■ **TASK INPUT**:

Segment Open

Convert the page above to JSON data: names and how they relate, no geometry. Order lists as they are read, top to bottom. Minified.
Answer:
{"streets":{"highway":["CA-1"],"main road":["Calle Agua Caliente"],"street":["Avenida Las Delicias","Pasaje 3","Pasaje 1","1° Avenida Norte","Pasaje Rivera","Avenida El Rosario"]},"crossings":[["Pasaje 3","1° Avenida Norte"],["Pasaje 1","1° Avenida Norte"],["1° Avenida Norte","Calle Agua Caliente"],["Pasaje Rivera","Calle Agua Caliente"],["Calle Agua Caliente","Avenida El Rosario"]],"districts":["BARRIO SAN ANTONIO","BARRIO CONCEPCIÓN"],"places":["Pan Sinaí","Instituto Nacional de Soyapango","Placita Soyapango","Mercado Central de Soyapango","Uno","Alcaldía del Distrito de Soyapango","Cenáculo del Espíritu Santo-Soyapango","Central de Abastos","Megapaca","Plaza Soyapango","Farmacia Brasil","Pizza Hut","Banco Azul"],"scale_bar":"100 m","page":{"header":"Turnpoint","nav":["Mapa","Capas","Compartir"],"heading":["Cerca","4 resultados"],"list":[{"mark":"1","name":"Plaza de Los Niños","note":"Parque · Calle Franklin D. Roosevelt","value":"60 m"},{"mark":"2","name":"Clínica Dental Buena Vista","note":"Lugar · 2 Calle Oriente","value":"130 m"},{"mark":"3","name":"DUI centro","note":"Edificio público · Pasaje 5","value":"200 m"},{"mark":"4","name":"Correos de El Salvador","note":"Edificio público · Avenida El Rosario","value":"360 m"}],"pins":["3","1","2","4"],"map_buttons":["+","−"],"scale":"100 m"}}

Segment Closed
Segment Open

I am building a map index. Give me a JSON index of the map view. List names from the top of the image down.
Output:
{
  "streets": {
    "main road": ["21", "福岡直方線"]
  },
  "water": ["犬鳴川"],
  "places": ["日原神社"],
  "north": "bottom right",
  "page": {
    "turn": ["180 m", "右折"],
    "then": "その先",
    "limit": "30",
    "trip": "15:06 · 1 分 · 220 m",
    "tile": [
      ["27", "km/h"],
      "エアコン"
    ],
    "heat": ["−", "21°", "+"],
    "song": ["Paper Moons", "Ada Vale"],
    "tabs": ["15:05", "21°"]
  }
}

Segment Closed
Segment Open

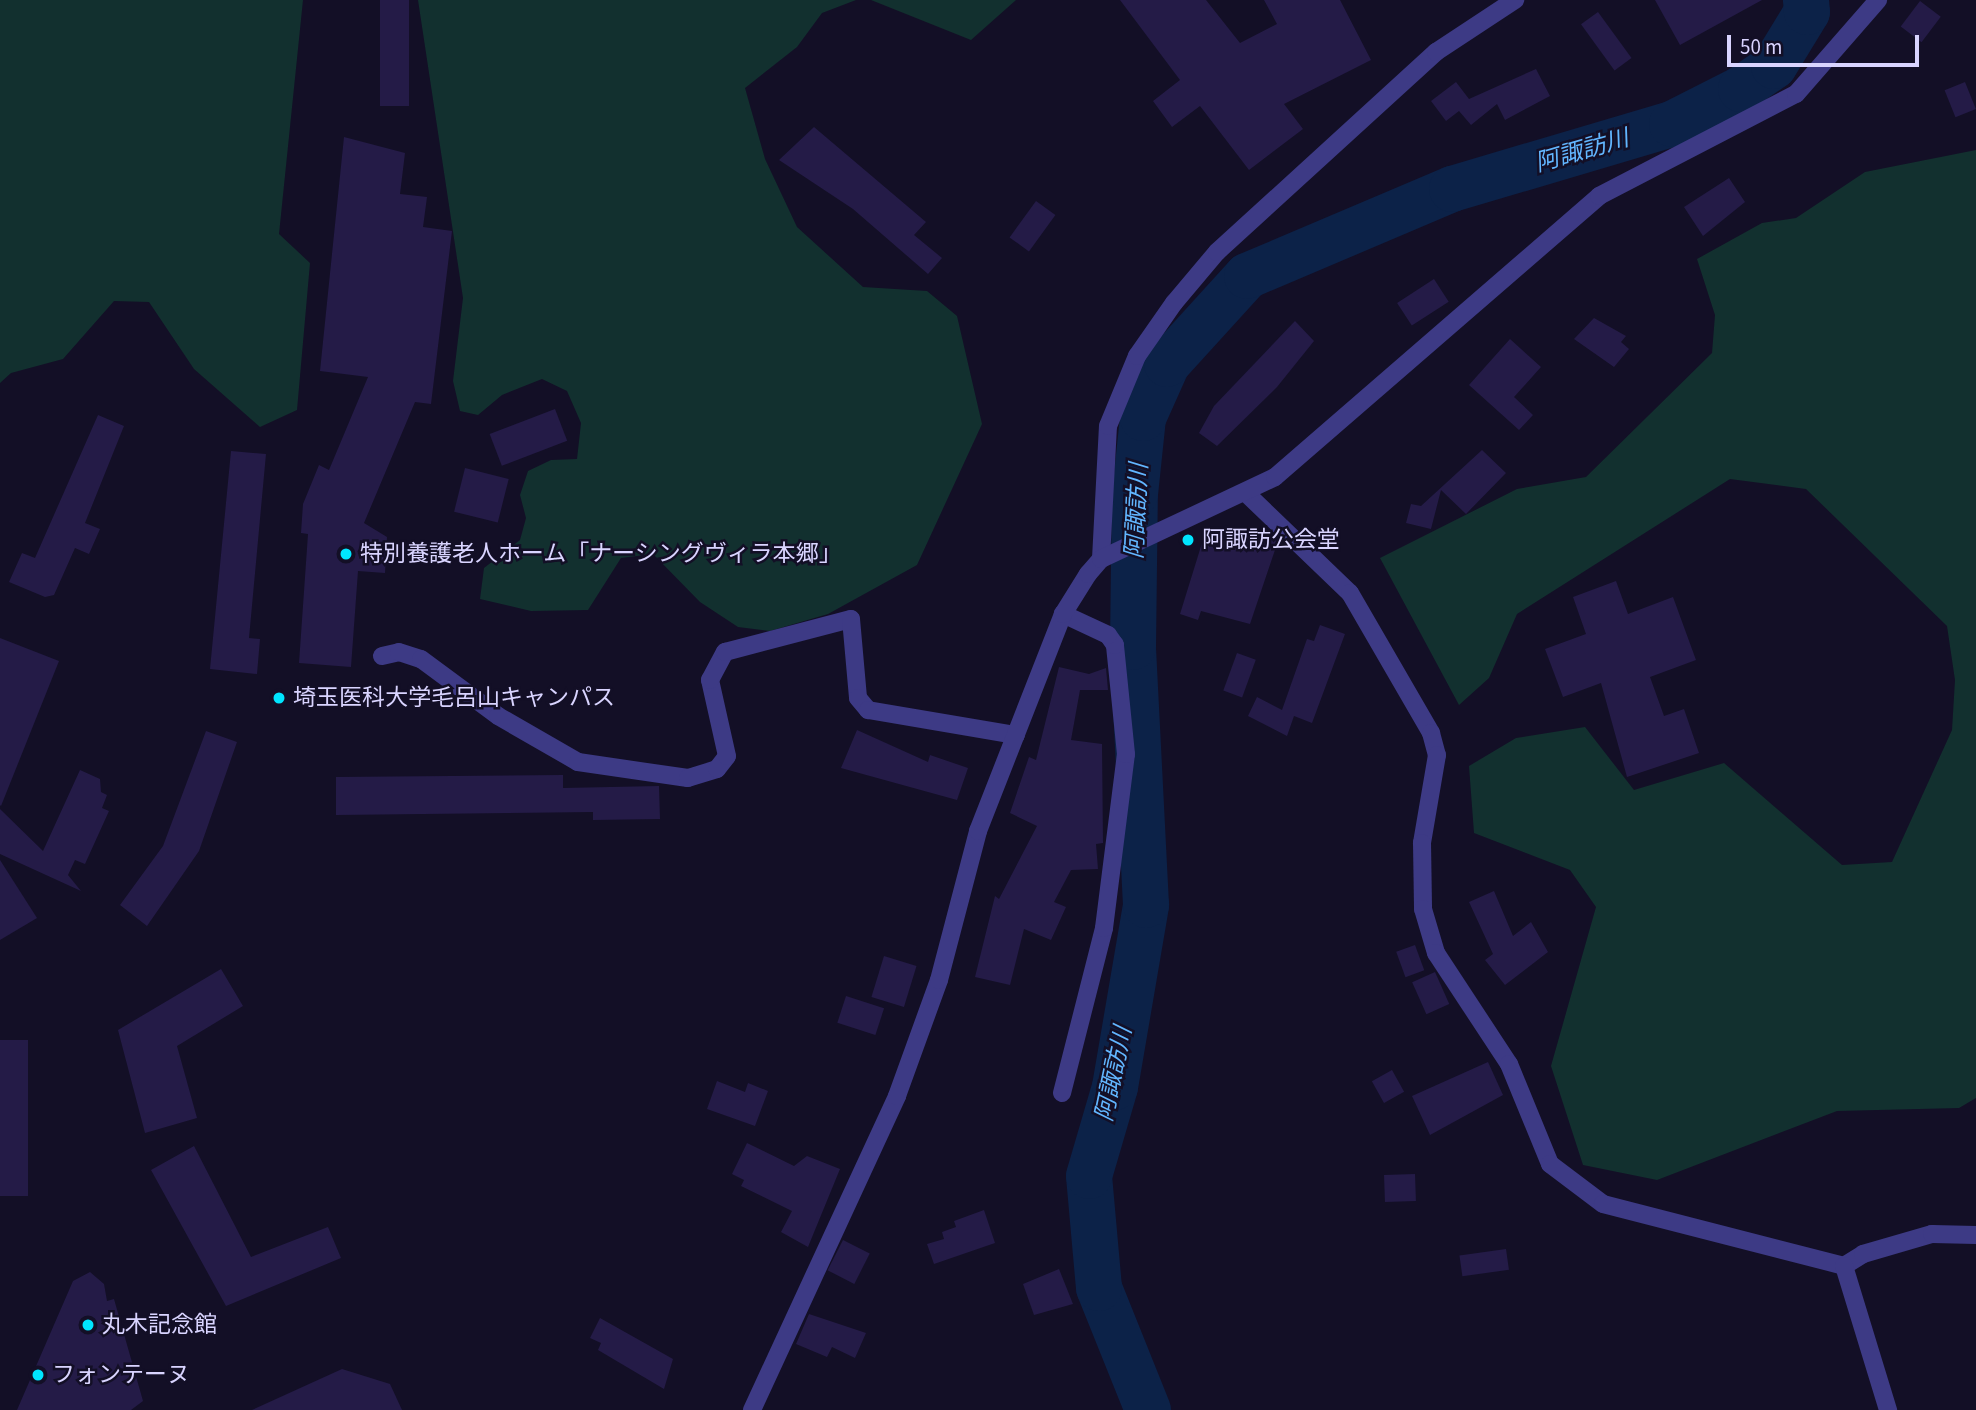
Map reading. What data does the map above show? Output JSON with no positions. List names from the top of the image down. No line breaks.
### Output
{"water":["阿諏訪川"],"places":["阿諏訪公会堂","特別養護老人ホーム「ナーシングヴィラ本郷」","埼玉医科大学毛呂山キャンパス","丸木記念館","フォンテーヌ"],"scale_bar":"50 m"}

Segment Closed

■ **WORK TO COMPLETE**: Every line that contains "image" should be copied out of the data.

■ **ANSWER SECTION**:
I am building a map index. Give me a JSON index of the map view. List names from the top of the image down.
Map reading. What data does the map above show? Output JSON with no positions. List names from the top of the image down. No line breaks.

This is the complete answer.